476 Background: HD IL-2 immunotherapy can provide durable responses in mRCC, but has a high incidence of severe adverse events (AEs). Therefore, determining pts most likely to achieve response before and during HD-IL2 treatment will help clinicians and pts best utilize HD IL-2 for the treatment of mRCC. Methods: Sequential clear cell mRCC pts treated with HD IL-2 at the University of Utah Huntsman Cancer Institute from 2000 to 2012 were included. The following clinical parameters were assessed: AE incidence, type and severity; total dose of IL-2 received and use of a 40 MIU dose cap; baseline weight, age, gender and MSKCC prognostic risk; and systemic therapy pre- or post-HD IL-2. Univariate and multivariate analyses were constructed using COX Proportional Hazard model. Results: 85 pts with clear cell mRCC treated with HD IL-2 were included with a median age of 56 years (range 32-76).

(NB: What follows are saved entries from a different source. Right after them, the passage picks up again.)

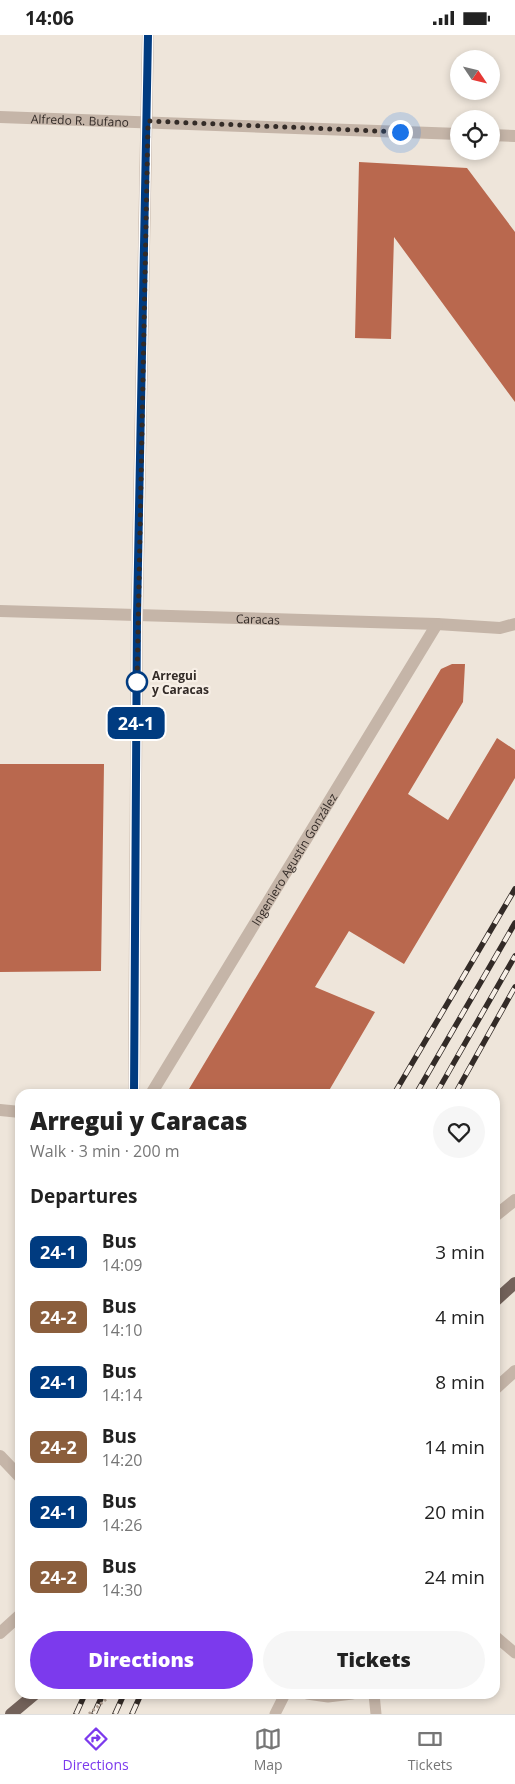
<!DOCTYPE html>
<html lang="en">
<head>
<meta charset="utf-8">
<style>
	body { margin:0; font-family:"Open Sans",sans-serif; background:#f6f6f6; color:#222; height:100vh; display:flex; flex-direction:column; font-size:19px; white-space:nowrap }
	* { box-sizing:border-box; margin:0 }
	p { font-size:16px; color:#767676 }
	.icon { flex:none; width:28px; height:28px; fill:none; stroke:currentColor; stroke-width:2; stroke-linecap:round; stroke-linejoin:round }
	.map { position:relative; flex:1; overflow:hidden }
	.drawer { position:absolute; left:15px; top:1054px; width:485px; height:610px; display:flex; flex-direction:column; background:#fff; border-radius:15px; box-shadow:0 2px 8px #0003 }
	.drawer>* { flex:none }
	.badge { padding:0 10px; border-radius:8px; font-size:18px; line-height:32px }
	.needle { width:32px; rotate:125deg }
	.fabs { position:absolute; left:450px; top:15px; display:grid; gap:10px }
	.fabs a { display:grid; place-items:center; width:50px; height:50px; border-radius:50%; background:#fff; box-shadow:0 2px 8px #0003; font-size:25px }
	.you { position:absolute; width:25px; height:25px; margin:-12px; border:4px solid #fff; border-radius:50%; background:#1a73e8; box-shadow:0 0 0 8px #1a73e833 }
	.map>.badge { position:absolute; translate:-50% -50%; box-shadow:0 0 0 2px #fff }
	h2 { padding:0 15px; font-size:19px; line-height:45px }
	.round { display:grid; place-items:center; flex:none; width:52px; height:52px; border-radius:26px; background:#f6f6f6 }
	.headline { display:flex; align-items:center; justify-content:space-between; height:85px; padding:0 15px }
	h1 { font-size:24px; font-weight:800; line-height:38px }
	.primary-button { display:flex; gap:10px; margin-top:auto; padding:10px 15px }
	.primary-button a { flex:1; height:58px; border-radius:30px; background:#7c3aed; color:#fff; font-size:20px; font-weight:800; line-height:58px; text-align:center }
	.primary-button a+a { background:#f6f6f6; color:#222 }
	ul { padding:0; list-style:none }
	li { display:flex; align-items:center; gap:15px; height:65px; padding:0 15px }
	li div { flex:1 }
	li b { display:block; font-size:19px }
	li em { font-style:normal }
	li .badge { min-width:55px; font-weight:700; text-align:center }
	.status { display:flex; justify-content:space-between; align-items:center; height:35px; padding:0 25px; background:#fff; direction:ltr }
	.status svg { height:14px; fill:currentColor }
	.tabs { display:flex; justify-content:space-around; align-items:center; height:70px; border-top:1px solid #e0e0e0; background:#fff; font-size:14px; color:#767676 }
	.tabs a { display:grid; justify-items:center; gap:2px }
	.tabs .current { color:#7c3aed }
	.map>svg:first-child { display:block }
	.building { fill:#b9684e }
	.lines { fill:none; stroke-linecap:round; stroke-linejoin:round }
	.lane { stroke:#c5b5a8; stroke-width:11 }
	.street { stroke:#c5b5a8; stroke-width:12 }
	.primary { stroke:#73625a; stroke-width:12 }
	.rail-casing { stroke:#332b27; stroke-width:5.5 }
	.rail { stroke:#f7efe6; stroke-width:4; stroke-dasharray:11; stroke-linecap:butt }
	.path-bridge { stroke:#b19f92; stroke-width:3; stroke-dasharray:2.5 2.5; stroke-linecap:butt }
	.line-casing { stroke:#fff; stroke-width:11 }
	.line { stroke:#003b80; stroke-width:8 }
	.walk { stroke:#332b27; stroke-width:5; stroke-dasharray:0 9 }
	.stop-dot { fill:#fff; stroke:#003b80; stroke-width:2.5 }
	.labels { text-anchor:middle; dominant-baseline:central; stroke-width:4.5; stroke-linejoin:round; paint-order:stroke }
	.street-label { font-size:12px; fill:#332b27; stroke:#f7efe6 }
	.stop-label { font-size:12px; font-weight:bold; fill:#332b27; stroke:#f7efe6; text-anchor:start }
</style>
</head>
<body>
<div class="status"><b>14:06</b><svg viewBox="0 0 49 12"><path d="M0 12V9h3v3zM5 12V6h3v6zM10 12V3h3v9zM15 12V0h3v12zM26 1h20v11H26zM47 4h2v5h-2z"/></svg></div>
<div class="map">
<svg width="515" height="1679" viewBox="0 0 515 1679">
	<rect width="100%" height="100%" fill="#eee5da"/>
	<path class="building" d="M359 127 467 133 515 197V367L394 202 391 304 355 303Z
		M452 629H465L463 667 408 759 448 785 497 703 515 715V743L404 929 349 896 315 952 375 977 327 1059H186L441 634Z
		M0 729H104L101 936 0 937Z"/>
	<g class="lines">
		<path class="lane" d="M495 1601 515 1618
			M307 1659 328 1662 352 1659
			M374 1659 376 1679
			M275 1679 285 1659"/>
		<g class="street">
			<path id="s1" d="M0 82 459 99"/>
			<path d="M491 100 515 101"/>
			<path id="s2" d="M0 576 437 589 500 593 515 589"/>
			<path d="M134 1059 137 581 148 0"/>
			<path id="s3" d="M151 1059 437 589"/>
			<path d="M0 1075 20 1077"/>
			<path d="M495 1181 515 1165"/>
			<path d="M495 1354 515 1336"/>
			<path d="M0 1421 20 1442"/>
			<path d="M0 1598 20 1580"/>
		</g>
		<path class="primary" d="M495 1266 515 1248
			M11 1679 35 1659"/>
		<defs>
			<path id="rail" d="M394 1059 515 854
				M416 1059 515 888
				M436 1059 515 921
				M455 1059 515 952
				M76 1679 85 1659
				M94 1679 103 1659
				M115 1679 124 1659
				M132 1679 141 1659"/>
		</defs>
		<use href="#rail" class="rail-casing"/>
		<use href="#rail" class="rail"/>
		<path class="path-bridge" d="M89 1679 112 1659"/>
	</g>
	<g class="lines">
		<defs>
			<path id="line" d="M134 1059 137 581 148 0"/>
		</defs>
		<use href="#line" class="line-casing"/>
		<use href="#line" class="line"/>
		<path class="walk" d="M137 647V649L148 86 400 97"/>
	</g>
	<circle class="stop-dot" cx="137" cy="647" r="10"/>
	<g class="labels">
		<g class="street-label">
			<text stroke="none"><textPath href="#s1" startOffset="80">Alfredo R. Bufano</textPath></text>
			<text stroke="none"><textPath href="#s2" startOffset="258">Caracas</textPath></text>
			<text stroke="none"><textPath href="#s3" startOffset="275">Ingeniero Agustín González</textPath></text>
		</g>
		<g class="stop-label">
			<text x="152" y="640">Arregui<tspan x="152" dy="14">y Caracas</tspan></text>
		</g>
	</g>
</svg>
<div class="fabs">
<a><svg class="needle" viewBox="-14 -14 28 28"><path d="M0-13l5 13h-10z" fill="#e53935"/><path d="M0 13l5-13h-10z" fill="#767676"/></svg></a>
<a><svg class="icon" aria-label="locate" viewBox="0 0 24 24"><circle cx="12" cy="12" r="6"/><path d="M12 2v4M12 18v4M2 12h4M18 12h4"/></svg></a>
</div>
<div class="you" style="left:400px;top:97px"></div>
<b class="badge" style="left:136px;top:688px;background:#003b80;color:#fff">24-1</b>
<section class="drawer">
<div class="headline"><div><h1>Arregui y Caracas</h1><p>Walk · 3 min · 200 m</p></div><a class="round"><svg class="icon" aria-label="heart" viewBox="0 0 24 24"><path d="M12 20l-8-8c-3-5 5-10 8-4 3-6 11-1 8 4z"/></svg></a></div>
<h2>Departures</h2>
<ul>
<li><span class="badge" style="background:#003b80;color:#fff">24-1</span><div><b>Bus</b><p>14:09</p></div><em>3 min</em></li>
<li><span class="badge" style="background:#8b5e3c;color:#fff">24-2</span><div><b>Bus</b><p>14:10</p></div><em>4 min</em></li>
<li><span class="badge" style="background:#003b80;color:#fff">24-1</span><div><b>Bus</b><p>14:14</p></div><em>8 min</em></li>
<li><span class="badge" style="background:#8b5e3c;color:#fff">24-2</span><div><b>Bus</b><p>14:20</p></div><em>14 min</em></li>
<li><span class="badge" style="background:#003b80;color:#fff">24-1</span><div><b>Bus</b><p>14:26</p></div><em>20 min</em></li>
<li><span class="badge" style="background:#8b5e3c;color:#fff">24-2</span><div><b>Bus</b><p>14:30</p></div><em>24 min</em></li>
</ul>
<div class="primary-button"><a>Directions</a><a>Tickets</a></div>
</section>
</div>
<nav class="tabs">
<a class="current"><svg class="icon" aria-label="directions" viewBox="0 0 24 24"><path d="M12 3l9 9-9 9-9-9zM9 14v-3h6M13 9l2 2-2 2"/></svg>Directions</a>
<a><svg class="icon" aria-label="map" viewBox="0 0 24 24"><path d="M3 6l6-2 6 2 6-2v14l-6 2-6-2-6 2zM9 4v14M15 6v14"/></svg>Map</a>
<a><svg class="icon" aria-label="tickets" viewBox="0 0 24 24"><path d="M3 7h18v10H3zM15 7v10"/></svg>Tickets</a>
</nav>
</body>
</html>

Pts belonged to the following MSKCC categories: 11 (13%) good, 70 (82%) intermediate, and 4 (5%) poor risk. The median OS was 817 days. Multivariate analysis identified 6 factors associated with OS including: MSKCC prognostic group (intermediate vs good HR = 4.31, CI 1.41-16.04), grade 3 rigors (no vs yes HR = 3.07, CI 1.49-6.47), baseline weight (<80 vs >80 kg HR = 2.18, CI 1.08-4.39), total dose of IL-2 administered (quartile 1 vs 2 HR 2.90, CI 1.06-8.57; quartile 1 vs 3 HR 7.37, CI 2.63-21.54; quartile 1 vs 4 HR 25.17, CI 7.34-102.01), composite of the number and severity of AEs (continuous, HR 5.11, CI 1.01-27.56), and gender (female vs male HR 2.84, CI 1.06-7.20). Factors not associated with an OS benefit in this model include age at metastatic disease, use of a 40 MIU IL-2 dose cap and systemic therapy pre- or post-HD IL2. Conclusions: The following parameters predicted an OS benefit with HD IL-2 when controlled for MSKCC prognostic risk and systemic therapy pre or post HD IL-2: fewer and less severe AEs; higher baseline weight; male gender; and the ability to tolerate a higher cumulative dose of IL-2. Notably increased age did not portend poor outcome, and should not be considered a contraindication to treatment with HD IL-2 in otherwise eligible patients.